But despite my full knowledge of the World Health Organisation’s recommendation for us to do at least two and a half hours of exercise a week, within a fortnight, I went back to just walking my dog and eating Oportos three times a week. I was slim and my last cholesterol level was ‘beautiful’ according to my GP, so why try?
Growing up with older Vietnamese parents, my relationship to fitness had always been uneasy. When I was in Year 3, I made it onto the school softball team. I took home the permission slip, my hands sweating with excitement.
‘What is this softball’? asked Ba, his potbelly sticking out from under the white T-shirt that he tied up like a tank top during summer. Ba made all the decisions in our household. I was just about to explain the rules and how I made it to third base with just one bat, when he cut me off. ‘It sounds dangerous. Just stay at school. Your shoulders are already big from the monkey bars.’
Ma, listening from the kitchen where she was slicing bitter melon, added that she was worried I would get too dark playing in the sun and look like a poor fieldworker.
The scientific literature backed me showing women have a better body image if motivation is focused on function rather than appearance.
The consistent message I got about exercise from family and mainstream fitness was that it only had value (or detriment) in relation to my attractiveness.

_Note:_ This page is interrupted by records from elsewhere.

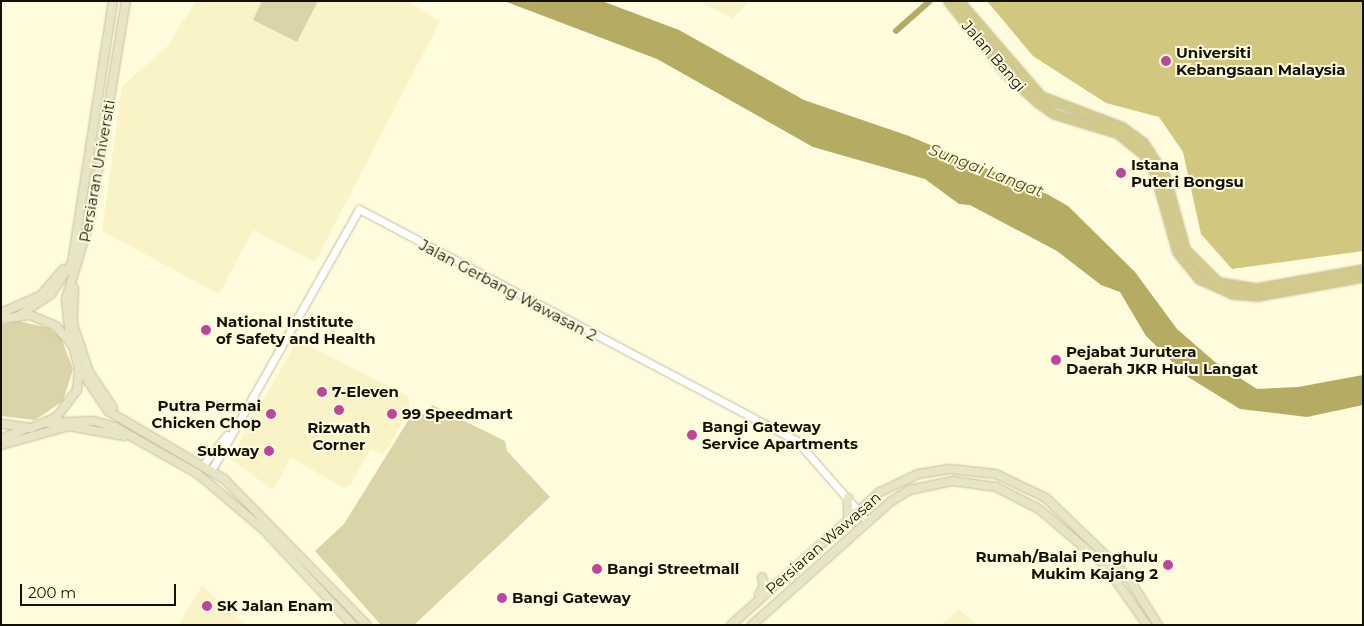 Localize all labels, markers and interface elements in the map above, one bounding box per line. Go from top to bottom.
street label: Jalan Bangi [958,17,1030,95]
place label: Universiti Kebangsaan Malaysia [1176,43,1346,78]
marker: Universiti Kebangsaan Malaysia [1160,55,1172,67]
street label: Persiaran Universiti [76,98,118,244]
water label: Sungai Langat [926,140,1046,202]
place label: Istana Puteri Bongsu [1131,155,1244,190]
marker: Istana Puteri Bongsu [1115,167,1127,179]
street label: Jalan Gerbang Wawasan 2 [416,236,600,344]
place label: National Institute of Safety and Health [216,312,376,347]
marker: National Institute of Safety and Health [200,324,212,336]
place label: Pejabat Jurutera Daerah JKR Hulu Langat [1066,342,1258,377]
marker: Pejabat Jurutera Daerah JKR Hulu Langat [1050,354,1062,366]
place label: 7-Eleven [332,383,399,401]
marker: 7-Eleven [316,386,328,398]
place label: Putra Permai Chicken Chop [151,396,261,431]
marker: Rizwath Corner [333,404,345,416]
place label: 99 Speedmart [402,405,513,423]
marker: Putra Permai Chicken Chop [265,408,277,420]
marker: 99 Speedmart [386,408,398,420]
place label: Bangi Gateway Service Apartments [702,417,858,452]
place label: Rizwath Corner [307,418,371,453]
marker: Bangi Gateway Service Apartments [686,429,698,441]
place label: Subway [197,442,259,460]
marker: Subway [263,445,275,457]
street label: Persiaran Wawasan [762,488,884,598]
place label: Rumah/Balai Penghulu Mukim Kajang 2 [975,547,1158,582]
marker: Rumah/Balai Penghulu Mukim Kajang 2 [1162,559,1174,571]
place label: Bangi Streetmall [607,560,739,578]
marker: Bangi Streetmall [591,563,603,575]
scale bar [22,574,179,606]
text: 200 m [28,583,76,602]
place label: Bangi Gateway [512,589,631,607]
marker: Bangi Gateway [496,592,508,604]
place label: SK Jalan Enam [217,597,333,615]
marker: SK Jalan Enam [201,600,213,612]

All I knew about weightlifting was that hyped-up dude-bros on steroids and the former twink-turned-muscle-head participated in that kind of gym culture. But Charlie, a self-confessed bro lifter from Bumble, introduced me to actual bro-lifting on our first date. He told me that you could dead lift your own body weight within a few weeks of training. He talked of seemingly impossible feats of strength like he himself being able to bench twice my size. I was impressed because feats of strength felt like the closest thing human beings could get to super powers. Then Charlie pulled out his phone to show me petite women like Liz Craven and Wendy Chan who I watched deadlift over three times their own weight. I asked Charlie to teach me how to lift.
When I first started going to the gym on my own, I avoided the squat rack and bench press. These were often occupied by bros with huge pecs in string singlets who smelled like Lynx Africa. If the squat rack wasn’t taken up by Brawn Bros they were being used by couples bonding over hip thrusts like some sadomasochistic porn clip (grunting included). Within a few weeks I had gone from using a fixed 10 kg barbell to squatting a 30 kg one.
From then, the squat rack became a necessity for my goal of a 60 kg squat and my joy was adding another 5 kg to the bar every week. With lifting, my body was not something that had to look good, but a machine I had to train and nurture. My obsession with strength may have started with wanting to exceed my Anglo-Celtic boyfriend’s expectations, but what maintained my 3 - 4 weekly gym trips was a feeling of personal pride in getting stronger and fitter as the numbers on the plates grew.
The squat rack taught me to respect my body in a way that my traditional parents and mainstream fitness media never could.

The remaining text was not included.